Lemma 13.40.2. Let \mathcal{D} be a triangulated category. Let \mathcal{A} \subset \mathcal{D} be a full subcategory invariant under all shifts. Consider a distinguished triangle
X \to Y \to Z \to X[1]
of \mathcal{D}. The following are equivalent
Z is in \mathcal{A}^\perp , and
\mathop{\mathrm{Hom}}\nolimits (A, X) = \mathop{\mathrm{Hom}}\nolimits (A, Y) for all A \in \mathop{\mathrm{Ob}}\nolimits (\mathcal{A}).
Proof. By Lemma 13.4.2 the functor \mathop{\mathrm{Hom}}\nolimits (A, -) is homological and hence we get a long exact sequence as in (13.3.5.1). Assume (1) and let A \in \mathop{\mathrm{Ob}}\nolimits (\mathcal{A}). Then we consider the exact sequence
\mathop{\mathrm{Hom}}\nolimits (A[1], Z) \to \mathop{\mathrm{Hom}}\nolimits (A, X) \to \mathop{\mathrm{Hom}}\nolimits (A, Y) \to \mathop{\mathrm{Hom}}\nolimits (A, Z)
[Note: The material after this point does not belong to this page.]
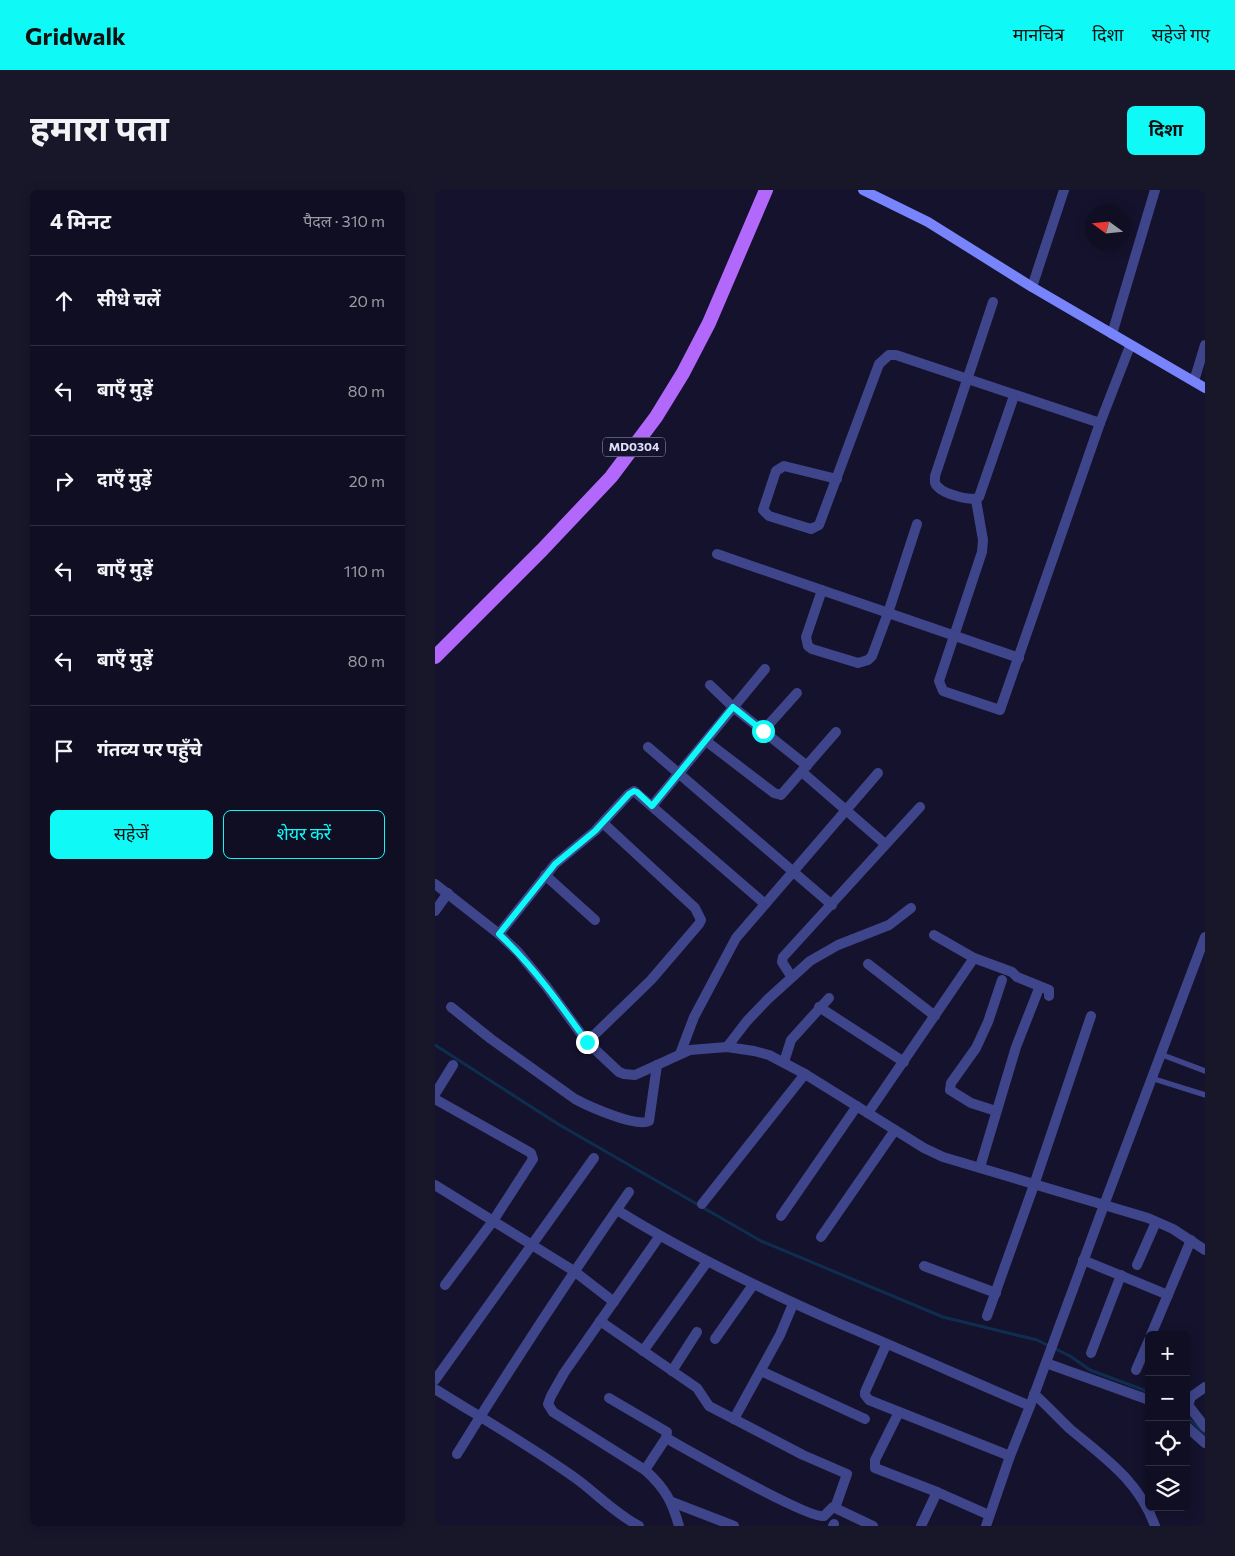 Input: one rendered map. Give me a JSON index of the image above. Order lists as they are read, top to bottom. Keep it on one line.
{"streets":{"main road":["MD0304"]},"north":"left","page":{"header":"Gridwalk","nav":["मानचित्र","दिशा","सहेजे गए"],"title":"हमारा पता","buttons":["दिशा",["सहेजें","शेयर करें"]],"heading":["4 मिनट","पैदल · 310 m"],"list":[["सीधे चलें","20 m"],["बाएँ मुड़ें","80 m"],["दाएँ मुड़ें","20 m"],["बाएँ मुड़ें","110 m"],["बाएँ मुड़ें","80 m"],"गंतव्य पर पहुँचे"],"map_buttons":["+","−"]}}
Since A[1] \in \mathop{\mathrm{Ob}}\nolimits (\mathcal{A}) we see that the first and last groups are zero. Thus we get (2). Assume (2) and let A \in \mathop{\mathrm{Ob}}\nolimits (\mathcal{A}). Then we consider the exact sequence
\mathop{\mathrm{Hom}}\nolimits (A, X) \to \mathop{\mathrm{Hom}}\nolimits (A, Y) \to \mathop{\mathrm{Hom}}\nolimits (A, Z) \to \mathop{\mathrm{Hom}}\nolimits (A[-1], X) \to \mathop{\mathrm{Hom}}\nolimits (A[-1], Y)
and we conclude that \mathop{\mathrm{Hom}}\nolimits (A, Z) = 0 as desired. \square
Lemma 13.40.3. Let \mathcal{D} be a triangulated category. Let \mathcal{B} \subset \mathcal{D} be a full subcategory invariant under all shifts. Consider a distinguished triangle
X \to Y \to Z \to X[1]
of \mathcal{D}. The following are equivalent
X is in {}^\perp \mathcal{B}, and
\mathop{\mathrm{Hom}}\nolimits (Y, B) = \mathop{\mathrm{Hom}}\nolimits (Z, B) for all B \in \mathop{\mathrm{Ob}}\nolimits (\mathcal{B}).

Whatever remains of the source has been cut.